だが、筑波大の選手たちは諦めなかった。高校時代に石川のチームメイトとして史上初となる2年連続の高校3冠を達成した、主将でセッターの中根聡太は、「中央大は祐希がいて強いけど、今年こそは絶対に負けない」という強い気持ちで試合に臨んでいた。サイド攻撃とクイック、バックアタックを織り交ぜて中央大のブロックを分断。第3セット中盤で大竹のスパイクがネットを越えないなどのミスも重なり、一気に逆転する。
その後はジリジリと差をつけ、25-20で1セットを取り返した。第4セットは中盤までシーソーゲームだったが、筑波大がサーブで攻め続けて18-12とリードしたところで、中央大の松永理生監督は石川を下げて第5セットに備えた。Ⅴ・プレミアリーグや国際大会でもよく見られるこの采配は、「次のセットに備えてエースを温存したほうがいい」「いや、緊張の糸を切らさないよう、点差のついたセットでも可能な限り出し続けたほうがいい」と意見が分かれるところだが、今回は裏目に出てしまう。筑波大の選手たちは、第4セットを取った勢いで第5セットもモノにした。

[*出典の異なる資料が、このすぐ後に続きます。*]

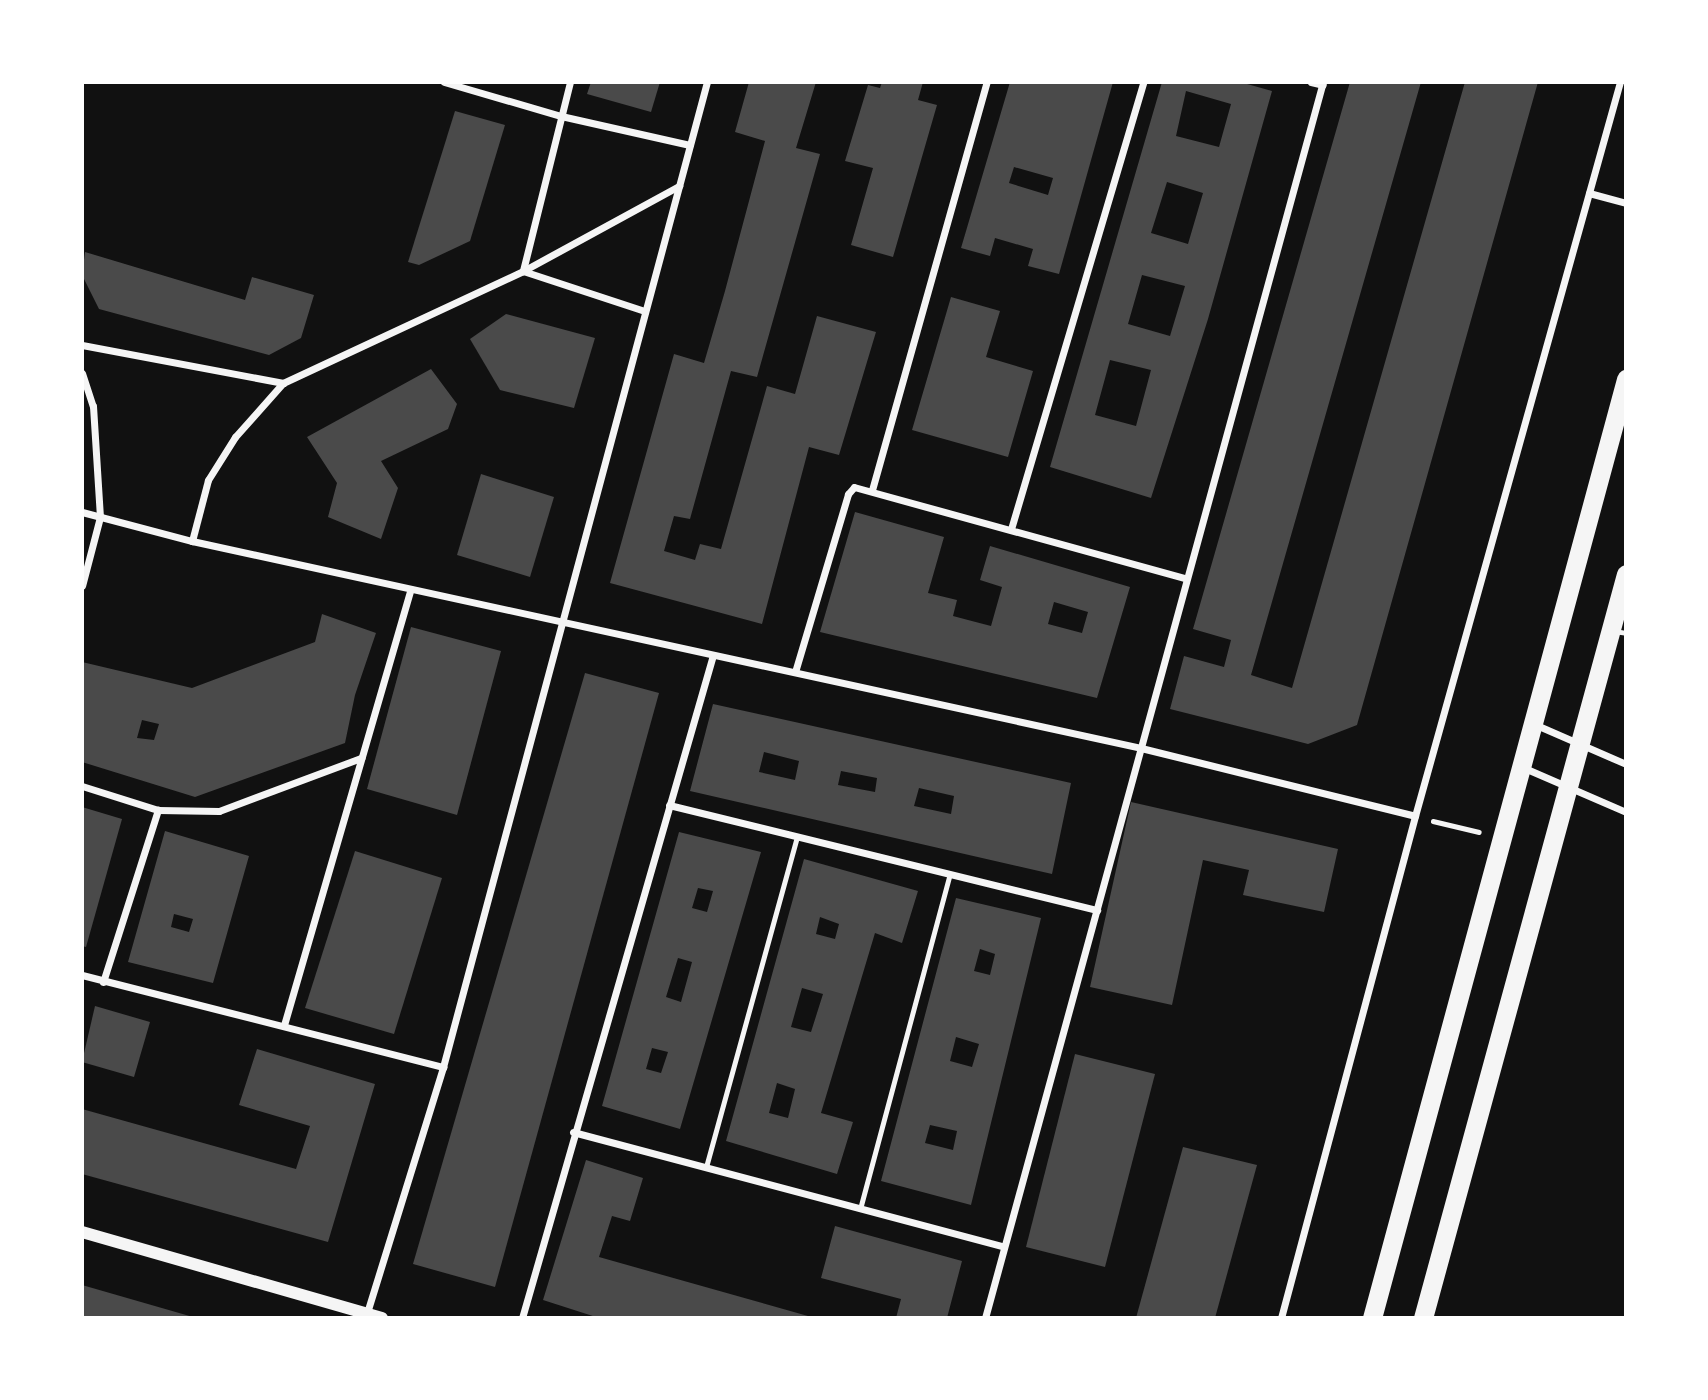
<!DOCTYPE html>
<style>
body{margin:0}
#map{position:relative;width:1708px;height:1400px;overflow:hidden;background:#111;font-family:Figtree,sans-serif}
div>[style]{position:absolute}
.building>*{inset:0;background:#4a4a4a}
.path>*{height:4.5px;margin:-2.25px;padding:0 2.25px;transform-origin:2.25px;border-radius:2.25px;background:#f5f5f5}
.service>*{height:5px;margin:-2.5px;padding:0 2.5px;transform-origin:2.5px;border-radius:2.5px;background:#f5f5f5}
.minor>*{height:7px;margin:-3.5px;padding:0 3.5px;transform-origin:3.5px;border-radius:3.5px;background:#f5f5f5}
.tertiary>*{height:12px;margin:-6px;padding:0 6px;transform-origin:6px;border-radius:6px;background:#f5f5f5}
.trunk>*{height:19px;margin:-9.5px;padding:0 9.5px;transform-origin:9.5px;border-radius:9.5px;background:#f5f5f5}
span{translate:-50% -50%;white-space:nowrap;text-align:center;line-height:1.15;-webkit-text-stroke:6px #fff;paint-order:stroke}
.frame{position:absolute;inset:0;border:84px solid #fff;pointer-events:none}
</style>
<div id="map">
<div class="building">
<i style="clip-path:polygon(591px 82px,660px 82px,651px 112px,587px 94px)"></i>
<i style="clip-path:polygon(749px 82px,816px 82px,796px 148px,820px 154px,757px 377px,731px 371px,690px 519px,674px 516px,664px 551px,695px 560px,700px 544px,721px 549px,767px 386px,795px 394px,817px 316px,876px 332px,839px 455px,809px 447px,762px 624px,610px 583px,674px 354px,704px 363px,725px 291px,765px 141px,735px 132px)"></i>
<i style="clip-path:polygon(882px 82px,923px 82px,918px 100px,937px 105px,893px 257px,851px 245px,873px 168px,845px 161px,868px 85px,880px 88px)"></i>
<i style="clip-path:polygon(evenodd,1010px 82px,1113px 82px,1059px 274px,1028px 266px,1033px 249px,995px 238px,990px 256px,961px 248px,1010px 82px,1014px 167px,1053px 178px,1048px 195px,1009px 183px,1014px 167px)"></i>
<i style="clip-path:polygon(evenodd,1162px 82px,1240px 82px,1272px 91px,1208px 319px,1151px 498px,1050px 467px,1162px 82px,1186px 91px,1231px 104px,1219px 147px,1176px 136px,1186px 91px,1162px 82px,1167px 182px,1203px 193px,1188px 244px,1151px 233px,1167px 182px,1162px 82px,1142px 275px,1185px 286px,1170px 336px,1128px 324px,1142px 275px,1162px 82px,1110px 360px,1151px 370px,1136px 426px,1095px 415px,1110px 360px)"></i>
<i style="clip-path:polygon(1350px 82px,1421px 82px,1251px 675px,1292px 688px,1465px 82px,1538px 82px,1357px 725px,1308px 744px,1170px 709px,1184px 656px,1224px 667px,1231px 640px,1193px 629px)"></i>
<i style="clip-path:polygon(455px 111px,505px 125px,470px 241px,419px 265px,408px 262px)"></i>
<i style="clip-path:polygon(85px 252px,245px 300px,252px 277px,314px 295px,301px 338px,269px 355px,99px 309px,82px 275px)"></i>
<i style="clip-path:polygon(951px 297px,1000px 311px,986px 357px,1033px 371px,1008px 457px,912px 430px)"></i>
<i style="clip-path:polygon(506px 314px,595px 338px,574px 408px,500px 390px,470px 339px)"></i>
<i style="clip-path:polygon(431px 369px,457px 404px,448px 429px,381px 461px,398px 488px,381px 539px,328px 517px,337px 483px,307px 437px)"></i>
<i style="clip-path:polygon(481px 474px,554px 497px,530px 577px,457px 555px)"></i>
<i style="clip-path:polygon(evenodd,855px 512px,944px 537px,928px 593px,957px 600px,953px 616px,968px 620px,991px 626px,1002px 587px,980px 580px,990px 546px,1130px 587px,1097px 698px,820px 632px,855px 512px,1054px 602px,1088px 612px,1082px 633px,1048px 624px,1054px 602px)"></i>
<i style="clip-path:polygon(evenodd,322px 614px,376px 633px,355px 695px,345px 743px,195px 797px,82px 762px,82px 662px,192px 688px,315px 642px,322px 614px,142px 720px,159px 724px,154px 740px,137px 738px,142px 720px)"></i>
<i style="clip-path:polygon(411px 627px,501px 651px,457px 815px,367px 789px)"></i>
<i style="clip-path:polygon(585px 673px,659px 693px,495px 1287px,413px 1264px)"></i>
<i style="clip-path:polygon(evenodd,713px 704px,1071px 783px,1052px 874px,690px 791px,713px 704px,764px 752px,799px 761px,795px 780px,759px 772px,764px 752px,713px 704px,841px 771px,877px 778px,875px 792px,838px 785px,841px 771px,713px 704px,919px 788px,954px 796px,951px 814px,914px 806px,919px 788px)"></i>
<i style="clip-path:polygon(1131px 802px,1338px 849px,1324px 912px,1243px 895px,1249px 870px,1203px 860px,1172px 1005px,1090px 987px)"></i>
<i style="clip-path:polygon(82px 807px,122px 819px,86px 947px,82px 946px)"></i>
<i style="clip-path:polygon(evenodd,165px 831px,249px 856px,213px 983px,128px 962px,165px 831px,174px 914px,193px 919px,189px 932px,171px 927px,174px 914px)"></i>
<i style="clip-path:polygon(evenodd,679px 832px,761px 852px,680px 1129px,602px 1106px,679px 832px,698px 888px,713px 891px,707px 912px,692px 908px,698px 888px,679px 832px,678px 958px,692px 962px,681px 1002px,666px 997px,678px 958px,679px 832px,652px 1048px,668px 1052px,661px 1073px,646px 1069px,652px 1048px)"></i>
<i style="clip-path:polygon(355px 851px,442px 878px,394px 1034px,305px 1008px)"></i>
<i style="clip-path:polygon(evenodd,804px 859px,918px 891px,902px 943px,875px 933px,821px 1113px,853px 1122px,837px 1174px,726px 1141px,804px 859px,820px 917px,839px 924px,835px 939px,816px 934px,820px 917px,804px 859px,802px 988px,823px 994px,811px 1032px,791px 1027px,802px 988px,804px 859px,777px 1083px,795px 1089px,788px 1118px,769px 1113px,777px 1083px)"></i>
<i style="clip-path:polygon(evenodd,956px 898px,1041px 918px,971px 1205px,881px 1181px,956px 898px,980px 949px,995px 954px,990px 975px,974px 971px,980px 949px,956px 898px,956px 1037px,979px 1044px,972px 1067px,950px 1061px,956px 1037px,956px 898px,930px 1125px,957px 1131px,953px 1150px,925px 1143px,930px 1125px)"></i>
<i style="clip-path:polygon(95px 1006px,150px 1022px,134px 1077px,82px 1062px)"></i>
<i style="clip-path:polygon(257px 1049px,375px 1084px,328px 1242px,82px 1174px,82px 1109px,296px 1169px,310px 1126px,239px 1105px)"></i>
<i style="clip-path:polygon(1075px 1054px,1155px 1074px,1105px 1267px,1026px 1247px)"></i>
<i style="clip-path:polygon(1183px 1147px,1257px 1165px,1215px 1318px,1136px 1318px)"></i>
<i style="clip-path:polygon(586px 1160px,643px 1178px,630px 1221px,612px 1216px,599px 1257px,815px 1318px,599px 1318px,543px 1300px)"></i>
<i style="clip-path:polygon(835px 1226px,962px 1261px,947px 1318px,896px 1318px,901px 1299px,821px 1278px)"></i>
<i style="clip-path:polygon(82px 1285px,193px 1317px,193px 1318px,82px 1318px)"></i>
</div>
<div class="path">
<i style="left:1433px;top:821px;width:47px;rotate:13.4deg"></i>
</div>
<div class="service">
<i style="left:1614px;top:631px;width:12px;rotate:9deg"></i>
<i style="left:706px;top:1167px;width:342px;rotate:-74.6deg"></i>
<i style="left:860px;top:1209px;width:347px;rotate:-75deg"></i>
</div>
<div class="minor">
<i style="left:444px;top:82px;width:122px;rotate:16.2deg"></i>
<i style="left:561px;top:116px;width:132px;rotate:12.7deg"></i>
<i style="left:570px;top:82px;width:195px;rotate:104deg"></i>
<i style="left:523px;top:271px;width:128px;rotate:18.2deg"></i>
<i style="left:1311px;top:82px;width:12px;rotate:14deg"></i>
<i style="left:1589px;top:193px;width:38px;rotate:15deg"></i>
<i style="left:82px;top:345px;width:205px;rotate:10.7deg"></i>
<i style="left:82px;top:373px;width:35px;rotate:72deg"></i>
<i style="left:93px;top:406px;width:111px;rotate:86.4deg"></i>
<i style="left:100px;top:517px;width:71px;rotate:104.6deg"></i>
<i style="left:872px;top:490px;width:424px;rotate:-74.3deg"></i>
<i style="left:82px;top:512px;width:114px;rotate:14.8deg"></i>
<i style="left:192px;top:541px;width:971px;rotate:12.3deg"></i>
<i style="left:1141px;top:748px;width:282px;rotate:13.9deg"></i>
<i style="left:1011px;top:529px;width:466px;rotate:-73.5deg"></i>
<i style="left:192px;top:541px;width:63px;rotate:-75.3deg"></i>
<i style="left:208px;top:480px;width:51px;rotate:-57.9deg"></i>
<i style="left:235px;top:437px;width:72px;rotate:-48.4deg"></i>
<i style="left:283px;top:383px;width:265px;rotate:-25deg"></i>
<i style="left:523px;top:271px;width:178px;rotate:-28.6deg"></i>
<i style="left:795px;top:672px;width:186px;rotate:-73.4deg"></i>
<i style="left:848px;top:494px;width:9px;rotate:-49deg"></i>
<i style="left:854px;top:487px;width:345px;rotate:15.4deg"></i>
<i style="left:1534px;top:724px;width:100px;rotate:23.5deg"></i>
<i style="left:1522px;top:767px;width:113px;rotate:23.4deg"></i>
<i style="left:82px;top:786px;width:80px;rotate:17.5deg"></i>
<i style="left:158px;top:810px;width:61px;rotate:0.9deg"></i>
<i style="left:219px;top:811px;width:152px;rotate:-20.5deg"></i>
<i style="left:669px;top:805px;width:441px;rotate:13.8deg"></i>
<i style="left:82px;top:975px;width:373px;rotate:14.3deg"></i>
<i style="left:103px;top:982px;width:181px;rotate:-72.3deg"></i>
<i style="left:284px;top:1025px;width:454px;rotate:-73.8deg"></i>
<i style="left:573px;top:1132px;width:446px;rotate:14.9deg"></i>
<i style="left:366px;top:1316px;width:261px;rotate:-72.8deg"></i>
<i style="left:443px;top:1067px;width:1020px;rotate:-75deg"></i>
<i style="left:522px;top:1318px;width:690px;rotate:-73.93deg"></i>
<i style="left:985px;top:1318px;width:1281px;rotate:-74.71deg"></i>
<i style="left:1281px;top:1318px;width:520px;rotate:-75.05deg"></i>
<i style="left:1415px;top:816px;width:762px;rotate:-74.4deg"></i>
</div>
<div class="tertiary">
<i style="left:82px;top:1232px;width:312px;rotate:16deg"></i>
</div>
<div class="trunk">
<i style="left:1372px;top:1318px;width:973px;rotate:-74.86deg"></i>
<i style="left:1423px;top:1318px;width:771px;rotate:-74.74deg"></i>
</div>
<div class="frame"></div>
</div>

中央大との試合ですべてを出し尽くした筑波大は、決勝で早稲田大にストレート負けを喫した。試合後、秋山監督は「本当に、漫画のスラムダンクのようになってしまいましたね。でも、学生たちは精一杯やってくれたので悔いはないです」とコメントを残し、晴れやかにインカレを終えた。
一方、準決勝でのまさかの逆転負けに、中央大の選手たちはしばらく呆然としていたが、石川は「筑波大の粘り強さにスキをつかれた。明日は大学最後の試合なので、勝って終わりたい」と必死で気持ちを切り替えた。そして翌日の試合で東海大をストレートで下し、3位入賞を果たした試合後、顔を両手で覆って泣き崩れた。
3位決定戦に勝利した後に目を潤ませる石川
3位決定戦の勝利者インタビューでも、「チームメイトのために、スタッフのために……」と、答えている途中で言葉に詰まり、嗚咽が漏れた。これは1年前のリオ五輪最終予選で敗退したときにも見られなかった光景で、その涙に石川の4年間の全てが凝縮されていた。
「大学最後の試合を勝って終われてよかったです。これまではチームメイトやスタッフのためにプレーしてきましたが、これからは自分のためにプレーしようと思います。イタリアに戻って今季はラティーナで活躍し、他のチームからも声をかけられるような選手になりたいです」
海外でプロ選手として活動することを目指すという石川は、卒業式には出ず、そのままセリエAでプレーするという。東京五輪で日本代表を勝利に導く絶対エースとなるために、世界を相手に戦う石川の今後に注目したい。